By Jeff Shear
Nationwide demonstrations last May by Hispanics for immigrant rights have yielded few results, but activists say the marches have energized them and opened the way to organizing local communities for this November’s elections.
Ivan Kohar Parra, lead organizer of the North Carolina Latino Coalition, which represents some 60 community-based activist organizations, sees a period of transition ahead, from the fanfare of spring to the hard work of fall electioneering.
“Now it’s time to harness the energy of immigrants into the power of the electoral process,” he says.
North Carolina is home to 500,000 legal Hispanic immigrants in North Carolina, and Parra hopes to see them become citizens and voters.
He is counting on as many 120,000 new Hispanic voters in North Carolina by Election Day in 2008, in time to vote in a new president.
The key, he says, will be raising money.
“Financially, we have the basics,” he says, “but we don’t have all we need.”
And the May marches have not resulted in increased financial support for Hispanic organizations, Latino leaders says.
Chris Bishop, an organizer in Charlotte, says philanthropies can do more.
“We need to see funding for organizations that are thinking about voters and registration,” says Bishop, who works for the Industrial Areas Foundation, one of the oldest and largest organizations of social activists in the U.S. “Democracy is only going to succeed if people are active.”
With “big money” likely to continue to drive political outcomes across the U.S., he says, foundations can put a new spin on philanthropy.
“It’s got to be more than just getting out the votes,” he says. “It’s got to be politics with a small ‘p.’”
That means funding for community groups, congregations, recreation leagues, he says, because grassroots organizations become hot houses for political expression, and a renewed interest in the possibilities of the democratic process.
“Hispanic organizations,” Bishop says, “were popular in 1990s.
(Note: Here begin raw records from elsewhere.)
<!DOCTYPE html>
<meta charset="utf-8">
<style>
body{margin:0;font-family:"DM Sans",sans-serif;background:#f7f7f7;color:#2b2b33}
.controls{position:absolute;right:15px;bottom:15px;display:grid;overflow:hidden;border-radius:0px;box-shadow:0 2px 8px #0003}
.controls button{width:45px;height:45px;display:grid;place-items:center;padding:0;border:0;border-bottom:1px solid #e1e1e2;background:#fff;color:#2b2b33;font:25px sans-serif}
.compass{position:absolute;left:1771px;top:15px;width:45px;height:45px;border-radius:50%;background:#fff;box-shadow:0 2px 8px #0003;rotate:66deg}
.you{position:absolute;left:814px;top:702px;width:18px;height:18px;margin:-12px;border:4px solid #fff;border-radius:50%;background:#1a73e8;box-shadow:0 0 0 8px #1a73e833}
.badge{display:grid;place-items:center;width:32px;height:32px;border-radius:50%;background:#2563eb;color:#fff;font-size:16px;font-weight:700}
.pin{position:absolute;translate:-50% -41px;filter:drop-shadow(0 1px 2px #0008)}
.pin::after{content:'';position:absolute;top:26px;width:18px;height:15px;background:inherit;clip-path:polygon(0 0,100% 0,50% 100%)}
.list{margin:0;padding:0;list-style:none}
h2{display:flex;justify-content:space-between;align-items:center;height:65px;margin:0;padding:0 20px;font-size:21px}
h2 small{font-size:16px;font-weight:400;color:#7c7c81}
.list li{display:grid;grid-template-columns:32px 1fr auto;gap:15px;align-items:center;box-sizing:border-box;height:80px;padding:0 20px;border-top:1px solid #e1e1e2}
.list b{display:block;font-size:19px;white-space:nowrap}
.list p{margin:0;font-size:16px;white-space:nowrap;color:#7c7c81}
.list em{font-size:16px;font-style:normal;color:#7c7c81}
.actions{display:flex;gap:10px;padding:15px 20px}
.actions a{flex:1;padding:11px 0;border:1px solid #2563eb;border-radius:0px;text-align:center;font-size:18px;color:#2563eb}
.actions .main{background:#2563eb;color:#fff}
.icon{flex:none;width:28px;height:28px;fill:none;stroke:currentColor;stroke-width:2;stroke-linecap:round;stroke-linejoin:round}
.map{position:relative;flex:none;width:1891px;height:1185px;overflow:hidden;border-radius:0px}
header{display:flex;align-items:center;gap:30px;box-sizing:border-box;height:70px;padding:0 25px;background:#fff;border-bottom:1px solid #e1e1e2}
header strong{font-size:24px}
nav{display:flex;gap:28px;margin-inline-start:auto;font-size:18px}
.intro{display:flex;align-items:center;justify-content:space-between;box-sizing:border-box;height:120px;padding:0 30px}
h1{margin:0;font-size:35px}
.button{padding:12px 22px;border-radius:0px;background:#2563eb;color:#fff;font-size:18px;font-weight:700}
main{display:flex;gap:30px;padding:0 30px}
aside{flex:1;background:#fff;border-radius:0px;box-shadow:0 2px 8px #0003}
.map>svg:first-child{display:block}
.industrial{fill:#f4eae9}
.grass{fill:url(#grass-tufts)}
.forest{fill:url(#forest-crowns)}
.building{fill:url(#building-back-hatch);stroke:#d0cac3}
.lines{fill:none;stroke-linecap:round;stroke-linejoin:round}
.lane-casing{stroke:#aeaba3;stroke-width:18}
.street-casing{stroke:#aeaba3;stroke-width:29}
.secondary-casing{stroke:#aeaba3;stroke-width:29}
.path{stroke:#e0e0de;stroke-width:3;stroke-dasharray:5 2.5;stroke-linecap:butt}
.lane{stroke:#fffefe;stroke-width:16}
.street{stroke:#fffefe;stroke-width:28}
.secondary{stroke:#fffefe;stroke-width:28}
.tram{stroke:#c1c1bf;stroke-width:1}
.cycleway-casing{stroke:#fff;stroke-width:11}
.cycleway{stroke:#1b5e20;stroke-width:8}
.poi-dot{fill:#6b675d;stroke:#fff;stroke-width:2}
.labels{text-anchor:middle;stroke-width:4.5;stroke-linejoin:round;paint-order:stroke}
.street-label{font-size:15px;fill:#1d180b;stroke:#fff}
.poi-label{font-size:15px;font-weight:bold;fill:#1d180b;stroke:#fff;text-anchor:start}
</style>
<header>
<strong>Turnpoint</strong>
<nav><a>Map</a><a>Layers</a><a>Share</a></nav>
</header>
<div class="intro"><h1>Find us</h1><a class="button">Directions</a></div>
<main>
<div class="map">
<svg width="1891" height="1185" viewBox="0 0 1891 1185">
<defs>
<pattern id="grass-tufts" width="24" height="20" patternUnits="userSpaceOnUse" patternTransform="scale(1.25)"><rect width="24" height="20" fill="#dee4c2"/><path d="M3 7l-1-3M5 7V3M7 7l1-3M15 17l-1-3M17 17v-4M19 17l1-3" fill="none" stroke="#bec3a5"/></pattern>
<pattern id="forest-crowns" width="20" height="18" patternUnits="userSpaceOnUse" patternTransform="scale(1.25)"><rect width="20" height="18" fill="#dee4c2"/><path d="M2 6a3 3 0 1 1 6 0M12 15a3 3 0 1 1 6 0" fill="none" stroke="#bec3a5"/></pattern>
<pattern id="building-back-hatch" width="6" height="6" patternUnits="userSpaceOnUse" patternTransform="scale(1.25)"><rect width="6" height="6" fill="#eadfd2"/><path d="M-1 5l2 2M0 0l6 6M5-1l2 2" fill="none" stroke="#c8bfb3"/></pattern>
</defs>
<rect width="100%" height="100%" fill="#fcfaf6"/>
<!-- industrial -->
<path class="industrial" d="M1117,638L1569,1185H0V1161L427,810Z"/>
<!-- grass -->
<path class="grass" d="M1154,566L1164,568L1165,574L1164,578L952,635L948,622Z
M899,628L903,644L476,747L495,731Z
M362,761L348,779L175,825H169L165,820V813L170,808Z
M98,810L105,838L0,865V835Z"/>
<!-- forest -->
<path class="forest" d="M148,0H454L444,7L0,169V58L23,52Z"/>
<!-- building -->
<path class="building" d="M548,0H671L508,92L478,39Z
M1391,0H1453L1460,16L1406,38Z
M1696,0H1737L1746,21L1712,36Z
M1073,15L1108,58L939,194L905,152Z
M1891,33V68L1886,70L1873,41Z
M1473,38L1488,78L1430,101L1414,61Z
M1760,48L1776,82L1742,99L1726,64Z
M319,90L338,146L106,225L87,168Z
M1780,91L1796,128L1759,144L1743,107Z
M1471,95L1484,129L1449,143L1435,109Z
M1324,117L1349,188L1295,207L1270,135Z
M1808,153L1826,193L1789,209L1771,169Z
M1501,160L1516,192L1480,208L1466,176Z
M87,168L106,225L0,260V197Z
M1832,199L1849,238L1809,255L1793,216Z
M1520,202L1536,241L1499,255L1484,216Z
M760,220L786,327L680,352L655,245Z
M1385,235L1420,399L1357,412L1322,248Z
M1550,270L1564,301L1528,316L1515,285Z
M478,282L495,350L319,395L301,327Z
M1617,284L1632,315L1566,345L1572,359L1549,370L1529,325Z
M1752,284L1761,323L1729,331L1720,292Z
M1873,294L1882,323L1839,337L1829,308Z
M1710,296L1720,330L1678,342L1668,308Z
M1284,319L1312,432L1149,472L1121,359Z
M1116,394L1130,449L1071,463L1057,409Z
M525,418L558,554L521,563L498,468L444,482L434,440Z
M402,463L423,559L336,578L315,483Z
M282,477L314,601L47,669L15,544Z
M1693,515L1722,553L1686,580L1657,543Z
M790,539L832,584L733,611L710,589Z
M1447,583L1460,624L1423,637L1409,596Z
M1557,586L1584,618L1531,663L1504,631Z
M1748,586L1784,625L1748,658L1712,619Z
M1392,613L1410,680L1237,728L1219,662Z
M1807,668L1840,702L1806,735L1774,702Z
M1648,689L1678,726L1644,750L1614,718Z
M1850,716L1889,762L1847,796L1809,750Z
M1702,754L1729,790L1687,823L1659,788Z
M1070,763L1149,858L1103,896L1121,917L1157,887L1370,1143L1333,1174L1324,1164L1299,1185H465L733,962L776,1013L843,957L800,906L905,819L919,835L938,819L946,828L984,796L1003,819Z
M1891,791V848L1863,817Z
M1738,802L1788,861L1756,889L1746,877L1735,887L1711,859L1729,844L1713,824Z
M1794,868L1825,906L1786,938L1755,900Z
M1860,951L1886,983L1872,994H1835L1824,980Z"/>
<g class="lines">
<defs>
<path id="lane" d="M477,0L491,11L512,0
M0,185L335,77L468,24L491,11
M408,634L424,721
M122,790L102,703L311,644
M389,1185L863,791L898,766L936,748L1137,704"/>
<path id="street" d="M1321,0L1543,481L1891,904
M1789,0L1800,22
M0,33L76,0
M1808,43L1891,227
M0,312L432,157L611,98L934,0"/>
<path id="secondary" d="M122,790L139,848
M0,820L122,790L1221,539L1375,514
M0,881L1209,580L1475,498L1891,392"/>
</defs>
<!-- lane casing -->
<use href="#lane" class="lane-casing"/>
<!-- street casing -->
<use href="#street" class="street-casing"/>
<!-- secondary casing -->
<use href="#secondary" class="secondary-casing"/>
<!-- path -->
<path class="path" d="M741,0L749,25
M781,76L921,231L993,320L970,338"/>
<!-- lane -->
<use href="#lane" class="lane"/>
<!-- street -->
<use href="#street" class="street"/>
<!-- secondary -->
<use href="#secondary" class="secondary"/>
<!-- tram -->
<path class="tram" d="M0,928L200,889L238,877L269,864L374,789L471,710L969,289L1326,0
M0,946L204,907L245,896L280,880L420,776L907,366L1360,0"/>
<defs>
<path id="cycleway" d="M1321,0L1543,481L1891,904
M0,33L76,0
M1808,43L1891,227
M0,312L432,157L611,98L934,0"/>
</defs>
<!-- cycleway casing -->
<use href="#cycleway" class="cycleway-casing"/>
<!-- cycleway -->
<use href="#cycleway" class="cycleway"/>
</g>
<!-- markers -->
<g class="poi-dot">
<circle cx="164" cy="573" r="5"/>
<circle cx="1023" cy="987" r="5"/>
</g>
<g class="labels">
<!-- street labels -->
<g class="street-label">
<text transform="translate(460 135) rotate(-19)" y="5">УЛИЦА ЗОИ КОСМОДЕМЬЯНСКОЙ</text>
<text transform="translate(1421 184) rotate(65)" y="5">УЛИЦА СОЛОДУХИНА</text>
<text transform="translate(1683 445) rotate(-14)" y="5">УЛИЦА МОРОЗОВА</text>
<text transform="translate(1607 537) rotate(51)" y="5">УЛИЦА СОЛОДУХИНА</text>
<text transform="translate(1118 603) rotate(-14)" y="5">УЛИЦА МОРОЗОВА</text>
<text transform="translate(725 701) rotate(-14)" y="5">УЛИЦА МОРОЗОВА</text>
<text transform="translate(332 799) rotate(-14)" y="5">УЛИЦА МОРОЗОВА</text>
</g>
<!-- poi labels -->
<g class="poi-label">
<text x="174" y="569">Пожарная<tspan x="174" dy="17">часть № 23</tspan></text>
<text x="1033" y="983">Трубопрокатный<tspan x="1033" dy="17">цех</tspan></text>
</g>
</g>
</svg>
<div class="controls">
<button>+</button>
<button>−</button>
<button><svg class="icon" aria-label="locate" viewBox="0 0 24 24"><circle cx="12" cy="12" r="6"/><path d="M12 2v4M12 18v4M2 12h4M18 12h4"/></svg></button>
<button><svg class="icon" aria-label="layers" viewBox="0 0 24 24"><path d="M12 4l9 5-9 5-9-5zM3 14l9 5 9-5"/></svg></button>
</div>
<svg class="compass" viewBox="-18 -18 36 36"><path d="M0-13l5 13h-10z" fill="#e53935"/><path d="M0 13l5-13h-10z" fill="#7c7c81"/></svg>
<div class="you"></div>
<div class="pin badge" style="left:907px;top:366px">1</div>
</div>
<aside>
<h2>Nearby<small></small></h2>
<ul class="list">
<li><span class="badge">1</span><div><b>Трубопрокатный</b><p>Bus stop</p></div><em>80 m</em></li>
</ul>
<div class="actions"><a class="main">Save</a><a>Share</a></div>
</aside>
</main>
After 9/11, the public became suspicious about foreigners, outsiders. Now, after the big demonstrations in April and May, that’s beginning to change.”
One unexpected development resulting from the May marches has been new-found unity among minorities, activists say.
Tammy Kelley-Rouse, a Greensboro human-rights activist, says the demonstrations forged new alliances.
“Different denominations are working together to find a common cause,” she says.
Hispanics and African Americans, for example, are starting to interact, she says.
“I hear African Americans saying that the demonstrations reminded them of the power of the civil rights movement,” she says, “and that people in their own organizations feel less complacent now.”
Movement organizers are focusing on Washington, D.C., where Congress has not resolved the crucial issue of Hispanic immigration, and the Republican leadership remains deeply divided.
President Bush and Senate leaders want legislation that calls for border security and guest worker status, but the House wants to focus on enforcement.
Skepticism about the aims of politicians reigns within the immigrant community.
“Congress is backsliding like crazy,” says Attracta Kelley, an immigration attorney with the N.C. Justice Center.
She says doubts that Congress will have the courage to enact any significant new legislation.
Inaction could have an impact in November, said Parra of the North Carolina Latino Coalition, because if the May marches demonstrated anything, it was that Hispanics can exercise clout.
“It also shows that Hispanics need change,” he says. “This will be our issue in November.”